RECORDS TO PROCESS:
■ ■ ■

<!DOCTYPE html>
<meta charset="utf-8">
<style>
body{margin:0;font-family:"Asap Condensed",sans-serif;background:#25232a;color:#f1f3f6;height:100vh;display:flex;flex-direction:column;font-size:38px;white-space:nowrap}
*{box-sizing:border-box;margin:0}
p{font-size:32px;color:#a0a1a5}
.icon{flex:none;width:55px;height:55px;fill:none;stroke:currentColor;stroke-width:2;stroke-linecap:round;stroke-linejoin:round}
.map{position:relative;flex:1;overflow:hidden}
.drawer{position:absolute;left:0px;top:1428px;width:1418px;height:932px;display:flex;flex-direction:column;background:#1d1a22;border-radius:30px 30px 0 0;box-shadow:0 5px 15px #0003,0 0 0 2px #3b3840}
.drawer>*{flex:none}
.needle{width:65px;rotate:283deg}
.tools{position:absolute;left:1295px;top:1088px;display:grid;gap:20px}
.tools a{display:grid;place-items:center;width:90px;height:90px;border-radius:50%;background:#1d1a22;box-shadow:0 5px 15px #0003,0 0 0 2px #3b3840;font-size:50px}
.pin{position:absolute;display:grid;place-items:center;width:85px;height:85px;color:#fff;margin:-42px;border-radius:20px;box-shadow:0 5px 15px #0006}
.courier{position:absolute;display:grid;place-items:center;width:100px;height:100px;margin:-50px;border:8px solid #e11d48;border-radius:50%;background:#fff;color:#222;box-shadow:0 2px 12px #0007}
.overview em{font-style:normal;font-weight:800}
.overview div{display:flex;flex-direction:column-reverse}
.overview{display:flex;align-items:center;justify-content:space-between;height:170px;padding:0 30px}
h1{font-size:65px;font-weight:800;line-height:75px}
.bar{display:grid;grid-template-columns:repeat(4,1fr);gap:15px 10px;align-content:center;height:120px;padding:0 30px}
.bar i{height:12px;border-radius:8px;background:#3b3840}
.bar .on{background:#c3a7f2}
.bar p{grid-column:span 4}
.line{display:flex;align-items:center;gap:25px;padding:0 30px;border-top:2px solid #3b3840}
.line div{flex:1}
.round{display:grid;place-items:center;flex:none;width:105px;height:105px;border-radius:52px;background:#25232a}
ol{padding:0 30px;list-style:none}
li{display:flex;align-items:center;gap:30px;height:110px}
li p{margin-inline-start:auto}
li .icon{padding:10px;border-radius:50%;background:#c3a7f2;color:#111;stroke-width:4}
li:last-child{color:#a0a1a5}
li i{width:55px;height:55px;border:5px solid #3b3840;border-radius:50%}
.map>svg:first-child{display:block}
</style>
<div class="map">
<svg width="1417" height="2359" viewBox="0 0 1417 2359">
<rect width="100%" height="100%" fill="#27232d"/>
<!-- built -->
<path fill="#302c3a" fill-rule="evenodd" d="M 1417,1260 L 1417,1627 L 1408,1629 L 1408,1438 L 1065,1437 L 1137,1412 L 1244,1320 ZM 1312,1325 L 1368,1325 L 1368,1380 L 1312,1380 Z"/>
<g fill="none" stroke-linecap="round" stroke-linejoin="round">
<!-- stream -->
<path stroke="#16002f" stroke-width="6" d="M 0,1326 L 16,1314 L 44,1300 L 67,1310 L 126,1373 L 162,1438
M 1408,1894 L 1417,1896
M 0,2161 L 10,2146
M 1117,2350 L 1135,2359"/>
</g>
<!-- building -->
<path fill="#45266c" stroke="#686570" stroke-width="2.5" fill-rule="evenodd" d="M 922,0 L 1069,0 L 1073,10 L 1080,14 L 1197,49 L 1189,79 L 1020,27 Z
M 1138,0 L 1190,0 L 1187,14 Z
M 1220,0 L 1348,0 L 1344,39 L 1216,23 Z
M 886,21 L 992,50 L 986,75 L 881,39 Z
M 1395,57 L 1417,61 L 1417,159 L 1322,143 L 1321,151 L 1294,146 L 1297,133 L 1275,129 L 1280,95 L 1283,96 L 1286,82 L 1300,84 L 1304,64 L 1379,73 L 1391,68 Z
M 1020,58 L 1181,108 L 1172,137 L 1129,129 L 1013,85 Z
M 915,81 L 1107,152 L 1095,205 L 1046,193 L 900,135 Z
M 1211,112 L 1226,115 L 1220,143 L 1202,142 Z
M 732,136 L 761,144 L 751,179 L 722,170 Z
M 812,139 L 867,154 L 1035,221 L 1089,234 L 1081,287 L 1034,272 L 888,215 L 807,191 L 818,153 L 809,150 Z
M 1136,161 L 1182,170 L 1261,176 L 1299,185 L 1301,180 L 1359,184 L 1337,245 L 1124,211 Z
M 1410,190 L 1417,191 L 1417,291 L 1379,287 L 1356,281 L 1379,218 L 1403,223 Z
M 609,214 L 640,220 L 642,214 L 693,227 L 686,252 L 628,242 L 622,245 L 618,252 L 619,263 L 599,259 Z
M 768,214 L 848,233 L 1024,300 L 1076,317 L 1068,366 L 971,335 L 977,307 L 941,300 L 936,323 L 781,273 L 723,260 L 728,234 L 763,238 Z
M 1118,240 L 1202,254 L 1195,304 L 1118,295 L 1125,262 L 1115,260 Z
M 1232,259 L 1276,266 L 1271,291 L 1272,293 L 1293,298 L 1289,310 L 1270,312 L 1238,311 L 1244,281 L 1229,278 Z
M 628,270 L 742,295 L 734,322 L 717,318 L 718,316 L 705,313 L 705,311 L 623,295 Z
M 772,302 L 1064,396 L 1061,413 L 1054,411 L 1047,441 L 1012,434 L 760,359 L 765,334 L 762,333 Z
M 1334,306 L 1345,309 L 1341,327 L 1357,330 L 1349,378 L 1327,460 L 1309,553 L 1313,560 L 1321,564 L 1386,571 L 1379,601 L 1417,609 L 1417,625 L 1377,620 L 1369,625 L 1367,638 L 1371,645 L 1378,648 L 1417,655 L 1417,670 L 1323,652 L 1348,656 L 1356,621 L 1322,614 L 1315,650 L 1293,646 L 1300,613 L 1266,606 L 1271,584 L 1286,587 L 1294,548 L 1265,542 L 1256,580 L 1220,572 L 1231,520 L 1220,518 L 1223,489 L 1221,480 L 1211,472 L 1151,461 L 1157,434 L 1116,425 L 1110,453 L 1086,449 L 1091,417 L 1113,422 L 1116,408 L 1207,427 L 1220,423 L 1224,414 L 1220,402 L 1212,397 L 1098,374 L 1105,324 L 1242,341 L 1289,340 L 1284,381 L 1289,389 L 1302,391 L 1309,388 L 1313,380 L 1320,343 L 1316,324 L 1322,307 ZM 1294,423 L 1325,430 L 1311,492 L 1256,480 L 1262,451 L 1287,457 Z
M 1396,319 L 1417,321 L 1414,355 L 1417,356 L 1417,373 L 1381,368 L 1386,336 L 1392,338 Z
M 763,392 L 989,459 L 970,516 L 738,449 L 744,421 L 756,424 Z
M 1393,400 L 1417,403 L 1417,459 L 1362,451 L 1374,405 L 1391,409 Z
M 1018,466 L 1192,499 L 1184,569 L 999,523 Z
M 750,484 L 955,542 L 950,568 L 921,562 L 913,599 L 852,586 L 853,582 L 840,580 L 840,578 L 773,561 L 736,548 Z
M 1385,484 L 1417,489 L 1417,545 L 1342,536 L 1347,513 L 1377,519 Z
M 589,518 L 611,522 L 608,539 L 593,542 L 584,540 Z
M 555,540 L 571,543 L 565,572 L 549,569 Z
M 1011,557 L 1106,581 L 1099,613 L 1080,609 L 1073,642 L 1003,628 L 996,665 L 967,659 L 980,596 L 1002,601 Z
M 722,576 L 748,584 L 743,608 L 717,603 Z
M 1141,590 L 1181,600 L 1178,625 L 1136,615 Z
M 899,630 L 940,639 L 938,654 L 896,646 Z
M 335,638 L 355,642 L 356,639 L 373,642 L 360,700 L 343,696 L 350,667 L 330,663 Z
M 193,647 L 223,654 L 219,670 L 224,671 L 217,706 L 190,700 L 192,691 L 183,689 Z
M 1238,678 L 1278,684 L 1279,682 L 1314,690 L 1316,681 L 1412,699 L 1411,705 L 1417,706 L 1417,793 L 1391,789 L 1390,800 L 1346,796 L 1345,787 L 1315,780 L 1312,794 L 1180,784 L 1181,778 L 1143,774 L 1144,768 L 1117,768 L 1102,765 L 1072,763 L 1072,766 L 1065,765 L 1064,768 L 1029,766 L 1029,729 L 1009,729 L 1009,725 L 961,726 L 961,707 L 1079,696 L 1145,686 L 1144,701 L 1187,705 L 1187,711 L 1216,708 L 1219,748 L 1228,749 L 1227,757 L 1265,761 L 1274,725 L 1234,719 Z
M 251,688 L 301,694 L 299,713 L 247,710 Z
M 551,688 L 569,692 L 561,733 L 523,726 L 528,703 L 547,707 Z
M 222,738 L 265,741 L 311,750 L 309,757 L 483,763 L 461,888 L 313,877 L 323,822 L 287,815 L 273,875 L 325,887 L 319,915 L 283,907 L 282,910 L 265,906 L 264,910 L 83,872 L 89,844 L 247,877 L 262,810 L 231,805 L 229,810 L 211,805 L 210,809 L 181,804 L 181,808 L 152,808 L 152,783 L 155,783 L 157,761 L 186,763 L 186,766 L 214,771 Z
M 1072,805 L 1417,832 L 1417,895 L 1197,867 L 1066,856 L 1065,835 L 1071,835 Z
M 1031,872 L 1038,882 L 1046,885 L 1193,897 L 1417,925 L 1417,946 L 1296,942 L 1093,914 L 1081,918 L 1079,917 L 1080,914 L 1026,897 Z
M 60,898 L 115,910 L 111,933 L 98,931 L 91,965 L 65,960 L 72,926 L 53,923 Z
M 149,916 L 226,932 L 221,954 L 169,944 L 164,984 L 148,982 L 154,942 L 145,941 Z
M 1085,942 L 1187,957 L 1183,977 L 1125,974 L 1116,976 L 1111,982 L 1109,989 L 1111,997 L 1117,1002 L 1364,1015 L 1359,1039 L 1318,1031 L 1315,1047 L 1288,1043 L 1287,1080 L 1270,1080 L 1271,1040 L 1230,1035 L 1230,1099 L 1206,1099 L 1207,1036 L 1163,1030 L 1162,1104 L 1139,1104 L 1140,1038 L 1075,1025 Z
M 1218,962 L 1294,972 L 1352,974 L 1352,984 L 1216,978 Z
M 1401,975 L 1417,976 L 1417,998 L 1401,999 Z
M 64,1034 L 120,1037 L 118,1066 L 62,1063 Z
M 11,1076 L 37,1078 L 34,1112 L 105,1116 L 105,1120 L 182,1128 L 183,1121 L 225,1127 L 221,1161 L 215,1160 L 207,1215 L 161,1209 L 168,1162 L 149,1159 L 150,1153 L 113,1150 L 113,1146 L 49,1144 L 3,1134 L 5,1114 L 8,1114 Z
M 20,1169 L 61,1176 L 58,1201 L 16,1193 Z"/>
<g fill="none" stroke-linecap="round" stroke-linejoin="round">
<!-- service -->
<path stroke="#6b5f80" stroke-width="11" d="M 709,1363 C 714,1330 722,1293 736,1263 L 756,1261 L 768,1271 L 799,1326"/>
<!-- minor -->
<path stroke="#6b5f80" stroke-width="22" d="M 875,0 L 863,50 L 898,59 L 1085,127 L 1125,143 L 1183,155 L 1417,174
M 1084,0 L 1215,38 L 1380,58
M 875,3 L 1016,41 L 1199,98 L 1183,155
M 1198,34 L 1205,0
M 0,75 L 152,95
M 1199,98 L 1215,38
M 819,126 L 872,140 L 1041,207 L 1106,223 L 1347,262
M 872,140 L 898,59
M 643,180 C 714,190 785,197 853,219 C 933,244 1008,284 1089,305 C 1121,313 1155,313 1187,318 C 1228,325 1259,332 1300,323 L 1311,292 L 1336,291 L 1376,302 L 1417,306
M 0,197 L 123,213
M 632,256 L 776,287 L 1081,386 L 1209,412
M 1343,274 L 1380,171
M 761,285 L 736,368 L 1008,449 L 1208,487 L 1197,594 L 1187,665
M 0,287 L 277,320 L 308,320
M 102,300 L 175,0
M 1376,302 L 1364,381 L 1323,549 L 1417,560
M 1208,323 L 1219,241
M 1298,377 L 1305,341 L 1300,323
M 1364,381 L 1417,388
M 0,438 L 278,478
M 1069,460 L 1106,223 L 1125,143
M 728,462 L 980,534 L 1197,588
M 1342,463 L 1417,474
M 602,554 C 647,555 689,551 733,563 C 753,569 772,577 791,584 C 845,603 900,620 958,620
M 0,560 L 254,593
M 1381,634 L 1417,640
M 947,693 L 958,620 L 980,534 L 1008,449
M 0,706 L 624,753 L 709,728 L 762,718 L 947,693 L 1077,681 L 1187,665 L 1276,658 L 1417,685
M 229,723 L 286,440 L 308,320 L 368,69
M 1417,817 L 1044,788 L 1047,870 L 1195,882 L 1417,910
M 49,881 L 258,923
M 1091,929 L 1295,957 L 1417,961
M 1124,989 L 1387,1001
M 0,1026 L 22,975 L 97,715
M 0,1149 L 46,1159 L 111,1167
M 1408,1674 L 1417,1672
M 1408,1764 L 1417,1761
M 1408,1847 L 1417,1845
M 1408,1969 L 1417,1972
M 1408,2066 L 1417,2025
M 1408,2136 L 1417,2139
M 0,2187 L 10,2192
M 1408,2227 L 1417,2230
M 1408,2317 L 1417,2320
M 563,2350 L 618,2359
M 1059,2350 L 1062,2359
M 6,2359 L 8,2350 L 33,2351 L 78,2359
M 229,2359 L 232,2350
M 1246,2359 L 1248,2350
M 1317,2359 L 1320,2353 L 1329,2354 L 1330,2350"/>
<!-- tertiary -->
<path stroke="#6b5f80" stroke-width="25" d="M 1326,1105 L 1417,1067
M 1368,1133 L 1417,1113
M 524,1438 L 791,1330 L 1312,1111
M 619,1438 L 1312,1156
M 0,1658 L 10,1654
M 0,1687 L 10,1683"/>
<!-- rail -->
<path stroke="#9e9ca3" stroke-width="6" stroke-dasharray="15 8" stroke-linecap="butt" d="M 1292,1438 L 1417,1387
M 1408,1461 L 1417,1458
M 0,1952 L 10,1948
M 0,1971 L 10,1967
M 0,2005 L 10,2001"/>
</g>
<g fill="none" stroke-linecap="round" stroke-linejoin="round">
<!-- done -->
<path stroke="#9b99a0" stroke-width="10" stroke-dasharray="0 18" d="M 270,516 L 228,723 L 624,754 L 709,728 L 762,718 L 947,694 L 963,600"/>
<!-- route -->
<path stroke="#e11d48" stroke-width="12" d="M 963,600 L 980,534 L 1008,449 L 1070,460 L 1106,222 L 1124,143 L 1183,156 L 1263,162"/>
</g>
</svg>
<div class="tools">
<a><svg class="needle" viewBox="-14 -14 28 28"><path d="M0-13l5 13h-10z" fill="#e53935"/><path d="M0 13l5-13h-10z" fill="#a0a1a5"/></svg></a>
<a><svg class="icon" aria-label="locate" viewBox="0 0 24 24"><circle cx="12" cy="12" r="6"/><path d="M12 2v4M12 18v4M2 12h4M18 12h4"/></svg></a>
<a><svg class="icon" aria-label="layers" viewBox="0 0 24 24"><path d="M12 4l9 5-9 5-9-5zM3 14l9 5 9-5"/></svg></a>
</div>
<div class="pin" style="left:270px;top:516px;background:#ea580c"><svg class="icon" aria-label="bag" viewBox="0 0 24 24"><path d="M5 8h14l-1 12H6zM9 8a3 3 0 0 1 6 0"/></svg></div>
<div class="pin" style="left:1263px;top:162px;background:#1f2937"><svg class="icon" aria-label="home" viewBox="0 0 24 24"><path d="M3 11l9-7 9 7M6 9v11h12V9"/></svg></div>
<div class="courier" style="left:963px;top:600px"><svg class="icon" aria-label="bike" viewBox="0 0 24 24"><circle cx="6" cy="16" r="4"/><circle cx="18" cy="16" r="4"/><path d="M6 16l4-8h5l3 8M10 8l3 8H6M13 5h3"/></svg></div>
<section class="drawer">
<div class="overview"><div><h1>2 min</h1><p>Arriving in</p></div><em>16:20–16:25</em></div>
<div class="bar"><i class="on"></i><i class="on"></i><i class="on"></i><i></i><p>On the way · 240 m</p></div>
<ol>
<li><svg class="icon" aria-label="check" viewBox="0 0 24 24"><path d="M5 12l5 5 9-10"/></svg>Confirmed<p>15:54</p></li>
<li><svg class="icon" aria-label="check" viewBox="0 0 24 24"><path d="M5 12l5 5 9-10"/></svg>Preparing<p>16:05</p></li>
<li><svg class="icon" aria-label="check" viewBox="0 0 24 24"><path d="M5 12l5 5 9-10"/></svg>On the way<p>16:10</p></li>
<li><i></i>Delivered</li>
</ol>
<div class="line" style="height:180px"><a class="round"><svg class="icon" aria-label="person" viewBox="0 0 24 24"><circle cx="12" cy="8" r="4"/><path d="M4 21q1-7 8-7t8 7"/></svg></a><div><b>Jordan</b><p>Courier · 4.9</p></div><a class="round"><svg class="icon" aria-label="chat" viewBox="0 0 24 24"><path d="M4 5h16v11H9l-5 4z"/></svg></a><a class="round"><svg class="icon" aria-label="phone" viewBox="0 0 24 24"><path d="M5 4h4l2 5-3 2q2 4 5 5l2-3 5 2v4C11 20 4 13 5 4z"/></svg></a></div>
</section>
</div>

■ ■ ■

Both end lines included, restate word for word the lines above from the line with "M 1072,805 L" to the line with "M 872,140 L 898,59", and nothing else.

ANSWER FOR THIS EXERCISE:
M 1072,805 L 1417,832 L 1417,895 L 1197,867 L 1066,856 L 1065,835 L 1071,835 Z
M 1031,872 L 1038,882 L 1046,885 L 1193,897 L 1417,925 L 1417,946 L 1296,942 L 1093,914 L 1081,918 L 1079,917 L 1080,914 L 1026,897 Z
M 60,898 L 115,910 L 111,933 L 98,931 L 91,965 L 65,960 L 72,926 L 53,923 Z
M 149,916 L 226,932 L 221,954 L 169,944 L 164,984 L 148,982 L 154,942 L 145,941 Z
M 1085,942 L 1187,957 L 1183,977 L 1125,974 L 1116,976 L 1111,982 L 1109,989 L 1111,997 L 1117,1002 L 1364,1015 L 1359,1039 L 1318,1031 L 1315,1047 L 1288,1043 L 1287,1080 L 1270,1080 L 1271,1040 L 1230,1035 L 1230,1099 L 1206,1099 L 1207,1036 L 1163,1030 L 1162,1104 L 1139,1104 L 1140,1038 L 1075,1025 Z
M 1218,962 L 1294,972 L 1352,974 L 1352,984 L 1216,978 Z
M 1401,975 L 1417,976 L 1417,998 L 1401,999 Z
M 64,1034 L 120,1037 L 118,1066 L 62,1063 Z
M 11,1076 L 37,1078 L 34,1112 L 105,1116 L 105,1120 L 182,1128 L 183,1121 L 225,1127 L 221,1161 L 215,1160 L 207,1215 L 161,1209 L 168,1162 L 149,1159 L 150,1153 L 113,1150 L 113,1146 L 49,1144 L 3,1134 L 5,1114 L 8,1114 Z
M 20,1169 L 61,1176 L 58,1201 L 16,1193 Z"/>
<g fill="none" stroke-linecap="round" stroke-linejoin="round">
<!-- service -->
<path stroke="#6b5f80" stroke-width="11" d="M 709,1363 C 714,1330 722,1293 736,1263 L 756,1261 L 768,1271 L 799,1326"/>
<!-- minor -->
<path stroke="#6b5f80" stroke-width="22" d="M 875,0 L 863,50 L 898,59 L 1085,127 L 1125,143 L 1183,155 L 1417,174
M 1084,0 L 1215,38 L 1380,58
M 875,3 L 1016,41 L 1199,98 L 1183,155
M 1198,34 L 1205,0
M 0,75 L 152,95
M 1199,98 L 1215,38
M 819,126 L 872,140 L 1041,207 L 1106,223 L 1347,262
M 872,140 L 898,59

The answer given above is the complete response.